> [Action item]
Could you copy each line of the listing below that has the word "absolute"?

[Start of Attachment]

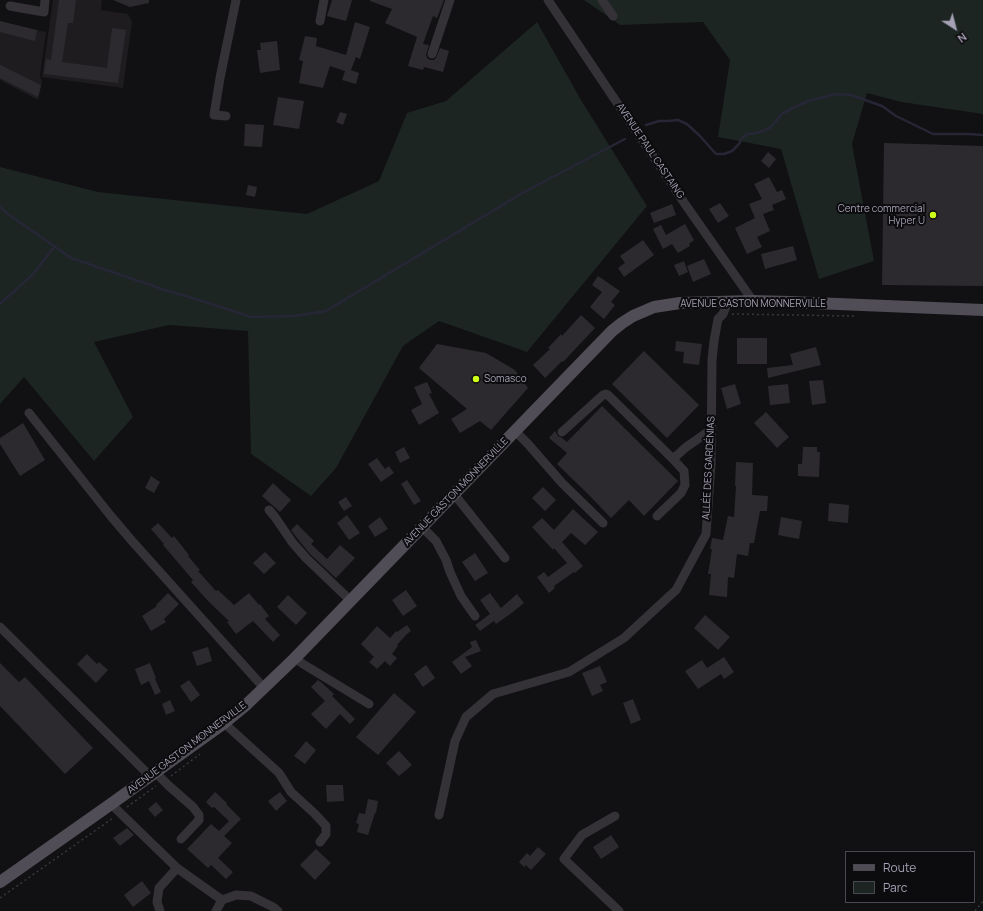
<!DOCTYPE html>
<html>
<head>
<meta charset="utf-8">
<style>
  body { margin:0 }
  #map { position:relative; width:983px; height:911px; overflow:hidden; background:#111012; font-family:Manrope,sans-serif }
  canvas { display:block }
  .legend { position:absolute; left:845px; top:851px; width:130px; height:52px; box-sizing:border-box; background:#0c0b0d; border:1px solid #494750; margin:0; padding:5px 7px; list-style:none; font-size:12px; color:#a5a0b4 }
  .legend li { display:flex; align-items:center; gap:8px; height:20px }
  .legend b { width:20px; border:1px solid #494750 }
  .north { position:absolute; left:935px; top:8px; width:40px; height:40px; -webkit-text-stroke:3px #0c0b0d; paint-order:stroke; rotate:144deg; font-size:11px; font-weight:700; line-height:16px; text-align:center; color:#a5a0b4 }
  .north::after { content:''; display:block; margin:auto; width:14px; height:18px; background:#a5a0b4; clip-path:polygon(50% 0,100% 100%,50% 72%,0 100%) }
</style>
</head>
<body>
<div id="map">
<canvas width="983" height="911"></canvas>
<ul class="legend">
<li><b style="height:5px;background:#504d57"></b>Route</li>
<li><b style="height:11px;background:#1c2522"></b>Parc</li>
</ul>
<div class="north">N</div>
</div>
<script>
const ctx = document.querySelector('canvas').getContext('2d');
ctx.lineJoin = 'round';
function paint(path, color) {
  ctx.fillStyle = color;
  ctx.fill(path, 'evenodd');
}
function poly(rows) {
  const path = new Path2D();
  for (const r of rows) {
    path.moveTo(r[0], r[1]);
    for (let i = 2; i < r.length; i += 2) path.lineTo(r[i], r[i + 1]);
  }
  return path;
}
function stroke(path, color, width, dash) {
  ctx.strokeStyle = color;
  ctx.lineWidth = width;
  ctx.lineCap = dash ? 'butt' : 'round';
  ctx.setLineDash(dash || []);
  ctx.stroke(path);
}
function drawText(font, color, halo, rows, align = 'center') {
  ctx.font = font + ' Manrope,sans-serif';
  ctx.lineWidth = 4;
  ctx.setLineDash([]);
  ctx.textBaseline = 'middle';
  ctx.strokeStyle = halo;
  ctx.fillStyle = color;
  for (const [text, x, y, turn = 0] of rows) {
    ctx.save();
    ctx.translate(x, y);
    ctx.rotate((+turn || 0) * Math.PI / 180);
    ctx.textAlign = isNaN(turn) ? turn : align;
    if (halo) ctx.strokeText(text, 0, 0);
    ctx.fillText(text, 0, 0);
    ctx.restore();
  }
}
paint(poly([
  [53,0,102,0,101,10,128,14,132,22,123,88,42,77],
  [0,23,46,32,40,75,42,82,38,100,0,80]
]), '#1e1c1f');
paint(poly([
  [584,0,983,0,983,114,901,102,867,93,852,144,874,261,819,279,781,149,718,137,730,60,703,22,620,25],
  [537,22,581,100,647,206,527,352,439,321,403,346,336,468,311,496,251,454,248,331,169,325,94,342,133,417,94,461,24,377,0,404,0,167,98,192,307,214,379,181,407,113,446,101]
]), '#1c2522');
stroke(poly([
  [646,125,659,121,668,121,678,120,687,124,700,136,716,154,724,154,732,151,739,144,742,138,748,134,757,133,770,128,783,113,808,101,836,94,851,95,882,106,896,116,933,134,969,134,983,135],
  [0,207,8,214,71,258,168,291,199,300,251,317,294,316,326,311,526,191,625,139],
  [0,304,33,274,55,246]
]), '#262636', 2.5);
paint(poly([
  [59,0,76,0,73,23,68,23,62,62,107,68,112,28,126,30,118,83,44,74,46,59,51,60],
  [113,0,149,0,149,3,130,7],
  [332,0,352,0,346,21,327,16],
  [370,0,444,0,437,18,433,16,423,44,429,45,426,55,427,58,430,60,434,60,436,58,440,48,449,51,443,72,424,67,423,70,408,66,417,37,385,23,392,9,370,1],
  [0,21,37,30,35,41,0,32],
  [355,22,370,27,360,59,356,57,351,70,359,73,356,84,342,80,345,71,330,66,323,88,299,83,303,61,299,60,305,36,317,38,316,46,346,55],
  [277,41,280,70,260,73,257,50,261,50,260,43],
  [0,65,41,85,38,97,0,78],
  [278,97,304,101,299,129,273,125],
  [340,112,347,114,343,125,336,122],
  [245,124,264,125,262,147,244,146],
  [884,143,983,146,983,286,882,285],
  [768,152,776,159,769,168,761,161],
  [769,177,777,192,782,190,786,199,772,205,774,210,763,214,770,231,757,237,762,247,747,254,735,228,755,218,749,204,762,199,754,184],
  [248,185,257,187,255,197,246,195],
  [720,203,729,216,718,223,709,209],
  [672,204,676,215,654,223,650,213],
  [685,224,694,240,689,244,690,246,678,253,672,244,663,249,653,229,661,225,666,235],
  [643,240,654,255,624,277,618,268,625,263,620,256],
  [793,246,797,260,765,269,761,254],
  [704,259,711,274,693,282,687,266],
  [684,261,688,272,679,276,674,265],
  [598,276,620,291,611,302,615,305,604,319,590,307,602,292,592,285],
  [581,315,595,328,563,362,562,361,545,378,533,365,550,349,548,348,561,334,562,336],
  [737,338,767,338,767,364,737,364],
  [676,341,702,344,699,365,683,363,684,352,675,351],
  [437,344,486,353,515,370,528,388,491,430,480,421,460,433,451,419,467,409,419,368],
  [816,347,821,365,768,378,767,368,793,365,790,354],
  [644,351,699,405,667,438,612,384],
  [823,380,826,403,812,405,809,381],
  [427,382,432,393,429,394,439,413,419,425,411,410,422,404,414,387],
  [735,384,741,404,727,409,721,388],
  [788,384,790,403,770,405,768,386],
  [602,406,678,481,644,516,629,500,611,518,589,495,557,464,567,453,549,438,555,431,558,436,562,438,567,442],
  [766,412,789,437,777,448,754,423],
  [23,423,45,460,20,476,0,444,0,438],
  [404,447,410,458,400,463,395,452],
  [803,447,817,447,817,452,820,452,819,477,798,476,798,464,802,464],
  [377,458,385,469,389,466,394,473,381,482,368,464],
  [736,462,753,463,752,495,768,496,767,511,760,511,754,543,750,543,748,556,737,554,734,578,728,577,727,597,709,595,711,574,708,574,712,549,710,549,712,538,723,540,728,516,734,517,736,486,735,486],
  [151,476,160,482,154,493,145,488],
  [407,480,421,501,414,505,401,484],
  [273,483,291,500,280,512,262,496],
  [543,487,556,500,545,511,532,498],
  [346,497,352,506,344,511,338,502],
  [829,503,849,505,848,523,828,521],
  [573,509,598,532,585,545,571,533,562,542,583,566,575,573,574,572,554,586,555,588,549,593,537,577,544,572,548,577,567,563,554,548,553,550,532,527,542,518,554,530],
  [347,515,360,533,349,540,337,523],
  [380,517,388,529,375,537,368,526],
  [781,517,802,521,799,539,778,535],
  [158,523,172,538,174,536,189,555,188,556,200,570,198,571,216,591,218,590,234,605,249,593,259,605,260,604,269,616,265,619,280,635,273,642,253,621,236,634,227,622,229,621,208,601,191,582,193,580,163,545,164,544,151,529],
  [297,524,314,541,311,544,327,559,340,545,355,558,336,578,310,554,297,538,291,530],
  [265,552,276,563,264,574,253,563],
  [475,553,488,573,475,581,462,562],
  [406,590,417,606,403,616,392,600],
  [168,593,179,604,164,619,166,622,151,631,142,616,157,606,156,605],
  [490,593,501,608,517,594,524,603,513,612,496,624,494,621,480,631,475,625,490,614,480,600],
  [288,595,307,613,296,625,277,607],
  [705,615,730,637,718,650,694,628],
  [407,625,411,631,407,634,397,645,398,646,392,654,397,658,390,666,385,661,377,669,369,662,374,657,361,644,377,626,390,638,396,631,397,632],
  [476,640,481,651,465,657,472,666,461,674,452,662,472,647,470,642],
  [208,647,212,661,197,666,192,652],
  [87,654,97,664,99,662,108,670,96,683,77,664],
  [724,657,734,672,724,679,721,674,698,689,685,671,702,660,707,668],
  [0,663,19,682,25,677,93,748,65,774,0,706],
  [150,663,156,678,155,679,161,692,155,695,149,681,141,685,135,669],
  [426,665,435,678,423,687,414,674],
  [600,666,607,682,600,685,603,691,592,696,582,673],
  [189,680,200,695,191,702,180,686],
  [318,680,322,683,334,694,332,696,355,719,350,724,340,714,326,729,311,714,325,701,311,687],
  [394,693,416,712,378,755,356,737],
  [633,699,641,720,631,724,623,703],
  [170,700,175,711,166,715,162,704],
  [306,741,316,750,305,764,294,756],
  [399,751,412,765,399,776,386,763],
  [326,785,343,785,344,801,327,802],
  [215,792,227,803,226,804,241,819,224,836,232,843,218,858,233,872,226,879,211,865,208,868,187,849,211,824,219,831,229,821,214,807,212,808,206,802],
  [280,792,287,801,276,811,268,801],
  [368,799,378,801,376,813,375,813,368,835,357,832,359,824,356,823,359,813,365,814],
  [156,802,163,810,155,817,148,809],
  [127,828,134,835,120,846,113,838],
  [611,835,619,847,601,859,593,847],
  [538,847,546,854,531,870,526,865,524,867,519,862,527,853,530,856],
  [316,849,331,863,315,880,300,865],
  [142,881,151,893,133,907,124,895]
]), '#2d2a2f');
stroke(poly([
  [732,314,854,316],
  [171,776,200,754],
  [127,807,156,786],
  [0,898,113,818],
  [975,911,983,901]
]), '#39373e', 1.5, [2, 3]);
stroke(poly([
  [548,0,685,204,753,301],
  [602,0,613,16],
  [10,6,44,12,45,0],
  [320,21,324,0],
  [432,54,450,0],
  [226,116,214,115,220,78,236,0],
  [29,413,110,515,132,541,264,688],
  [515,431,528,444,562,483,603,523],
  [562,432,603,395,606,394,608,395,673,459,685,448,712,429],
  [454,494,505,558],
  [269,510,275,517,292,542,306,558,351,601],
  [657,516,681,493,685,485,684,471,673,459],
  [422,527,436,541,446,560,450,572,461,596,475,616],
  [0,627,150,776],
  [295,658,303,664,369,704],
  [224,723,279,773,291,792,315,814,326,826,326,834,320,842],
  [155,772,169,786,193,807,199,815,199,820,181,839],
  [111,804,177,868,222,900,236,895,251,896,273,907,278,911],
  [439,815,455,741,466,717,493,694,569,672,624,638,676,590,706,534,711,465,712,360,714,341,718,319,723,314,728,302],
  [615,816,582,835,564,859,619,911],
  [160,911,157,902,159,888,177,868],
  [216,911,222,900]
]), '#343137', 9);
stroke(poly([
  [0,882,111,804,224,723,247,704,295,658,612,331,622,323,633,316,654,307,680,303,753,301,790,302,983,310]
]), '#504d57', 12);
for (const [x, y, r, color] of [
  [933,215,4,"#ceff1b"],
  [476,379,4,"#ceff1b"]
]) {
  const dot = new Path2D();
  dot.arc(x, y, r, 0, 2 * Math.PI);
  ctx.fillStyle = color;
  ctx.fill(dot);
  stroke(dot, '#0c0b0d', 1.5);
}
drawText('10px', '#a5a0b4', '#0c0b0d', [
  ["AVENUE PAUL CASTAING",650,151,56],
  ["AVENUE GASTON MONNERVILLE",753,304],
  ["ALLÉE DES GARDÉNIAS",709,468,-87],
  ["AVENUE GASTON MONNERVILLE",456,492,-46],
  ["AVENUE GASTON MONNERVILLE",187,748,-37]
]);
drawText('10px', '#a5a0b4', '#0c0b0d', [
  ["Centre commercial",925,209],
  ["Hyper U",925,221],
  ["Somasco",484,379,"left"]
], 'right');
</script>
</body>
</html>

[End of Attachment]

> [Solution]
  .legend { position:absolute; left:845px; top:851px; width:130px; height:52px; box-sizing:border-box; background:#0c0b0d; border:1px solid #494750; margin:0; padding:5px 7px; list-style:none; font-size:12px; color:#a5a0b4 }
  .north { position:absolute; left:935px; top:8px; width:40px; height:40px; -webkit-text-stroke:3px #0c0b0d; paint-order:stroke; rotate:144deg; font-size:11px; font-weight:700; line-height:16px; text-align:center; color:#a5a0b4 }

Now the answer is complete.